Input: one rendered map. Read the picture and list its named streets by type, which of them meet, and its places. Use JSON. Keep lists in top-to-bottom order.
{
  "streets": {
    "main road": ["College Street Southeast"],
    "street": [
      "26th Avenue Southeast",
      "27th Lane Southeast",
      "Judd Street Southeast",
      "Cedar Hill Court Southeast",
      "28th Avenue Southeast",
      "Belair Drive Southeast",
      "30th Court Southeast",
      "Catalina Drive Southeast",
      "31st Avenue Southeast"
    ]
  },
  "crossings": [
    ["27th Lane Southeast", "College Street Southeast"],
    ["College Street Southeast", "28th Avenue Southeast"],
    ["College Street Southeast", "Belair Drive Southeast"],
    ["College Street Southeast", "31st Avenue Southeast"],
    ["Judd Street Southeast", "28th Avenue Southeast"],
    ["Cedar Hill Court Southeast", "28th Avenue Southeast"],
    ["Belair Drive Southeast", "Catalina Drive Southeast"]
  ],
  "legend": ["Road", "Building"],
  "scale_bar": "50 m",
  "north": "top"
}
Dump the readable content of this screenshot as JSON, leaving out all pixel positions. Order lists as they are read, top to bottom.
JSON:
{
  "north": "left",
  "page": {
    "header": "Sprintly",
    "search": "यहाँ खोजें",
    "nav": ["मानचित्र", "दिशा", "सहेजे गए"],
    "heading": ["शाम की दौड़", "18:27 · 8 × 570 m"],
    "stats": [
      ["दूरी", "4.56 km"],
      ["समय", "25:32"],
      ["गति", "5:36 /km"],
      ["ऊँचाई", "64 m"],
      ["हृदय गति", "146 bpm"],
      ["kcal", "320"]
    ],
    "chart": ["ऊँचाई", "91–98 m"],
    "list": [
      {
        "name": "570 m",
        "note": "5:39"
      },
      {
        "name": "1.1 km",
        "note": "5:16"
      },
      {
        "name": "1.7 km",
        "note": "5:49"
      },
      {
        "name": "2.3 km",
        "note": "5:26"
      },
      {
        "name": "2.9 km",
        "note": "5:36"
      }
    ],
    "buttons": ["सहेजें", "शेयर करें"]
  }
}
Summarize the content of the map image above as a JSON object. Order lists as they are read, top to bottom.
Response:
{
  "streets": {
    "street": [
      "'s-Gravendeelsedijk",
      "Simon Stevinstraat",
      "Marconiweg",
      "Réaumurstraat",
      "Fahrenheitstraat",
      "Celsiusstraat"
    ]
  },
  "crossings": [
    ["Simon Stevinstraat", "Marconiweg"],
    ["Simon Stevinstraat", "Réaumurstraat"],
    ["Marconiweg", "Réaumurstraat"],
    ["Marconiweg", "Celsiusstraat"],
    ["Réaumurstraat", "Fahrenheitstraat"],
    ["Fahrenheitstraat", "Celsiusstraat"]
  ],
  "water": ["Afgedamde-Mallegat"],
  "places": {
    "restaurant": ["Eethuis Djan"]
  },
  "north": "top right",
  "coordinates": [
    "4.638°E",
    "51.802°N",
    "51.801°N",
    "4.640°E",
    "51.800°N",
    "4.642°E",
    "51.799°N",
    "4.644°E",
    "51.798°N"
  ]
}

§ EXERCISE DETAILS: Retype every entry exactly as it stands.

§ RESULT OF THIS EXERCISE:
Input: one rendered map. Read the picture and list its named streets by type, which of them meet, and its places. Use JSON. Keep lists in top-to-bottom order.
{
  "streets": {
    "main road": ["College Street Southeast"],
    "street": [
      "26th Avenue Southeast",
      "27th Lane Southeast",
      "Judd Street Southeast",
      "Cedar Hill Court Southeast",
      "28th Avenue Southeast",
      "Belair Drive Southeast",
      "30th Court Southeast",
      "Catalina Drive Southeast",
      "31st Avenue Southeast"
    ]
  },
  "crossings": [
    ["27th Lane Southeast", "College Street Southeast"],
    ["College Street Southeast", "28th Avenue Southeast"],
    ["College Street Southeast", "Belair Drive Southeast"],
    ["College Street Southeast", "31st Avenue Southeast"],
    ["Judd Street Southeast", "28th Avenue Southeast"],
    ["Cedar Hill Court Southeast", "28th Avenue Southeast"],
    ["Belair Drive Southeast", "Catalina Drive Southeast"]
  ],
  "legend": ["Road", "Building"],
  "scale_bar": "50 m",
  "north": "top"
}
Dump the readable content of this screenshot as JSON, leaving out all pixel positions. Order lists as they are read, top to bottom.
JSON:
{
  "north": "left",
  "page": {
    "header": "Sprintly",
    "search": "यहाँ खोजें",
    "nav": ["मानचित्र", "दिशा", "सहेजे गए"],
    "heading": ["शाम की दौड़", "18:27 · 8 × 570 m"],
    "stats": [
      ["दूरी", "4.56 km"],
      ["समय", "25:32"],
      ["गति", "5:36 /km"],
      ["ऊँचाई", "64 m"],
      ["हृदय गति", "146 bpm"],
      ["kcal", "320"]
    ],
    "chart": ["ऊँचाई", "91–98 m"],
    "list": [
      {
        "name": "570 m",
        "note": "5:39"
      },
      {
        "name": "1.1 km",
        "note": "5:16"
      },
      {
        "name": "1.7 km",
        "note": "5:49"
      },
      {
        "name": "2.3 km",
        "note": "5:26"
      },
      {
        "name": "2.9 km",
        "note": "5:36"
      }
    ],
    "buttons": ["सहेजें", "शेयर करें"]
  }
}
Summarize the content of the map image above as a JSON object. Order lists as they are read, top to bottom.
Response:
{
  "streets": {
    "street": [
      "'s-Gravendeelsedijk",
      "Simon Stevinstraat",
      "Marconiweg",
      "Réaumurstraat",
      "Fahrenheitstraat",
      "Celsiusstraat"
    ]
  },
  "crossings": [
    ["Simon Stevinstraat", "Marconiweg"],
    ["Simon Stevinstraat", "Réaumurstraat"],
    ["Marconiweg", "Réaumurstraat"],
    ["Marconiweg", "Celsiusstraat"],
    ["Réaumurstraat", "Fahrenheitstraat"],
    ["Fahrenheitstraat", "Celsiusstraat"]
  ],
  "water": ["Afgedamde-Mallegat"],
  "places": {
    "restaurant": ["Eethuis Djan"]
  },
  "north": "top right",
  "coordinates": [
    "4.638°E",
    "51.802°N",
    "51.801°N",
    "4.640°E",
    "51.800°N",
    "4.642°E",
    "51.799°N",
    "4.644°E",
    "51.798°N"
  ]
}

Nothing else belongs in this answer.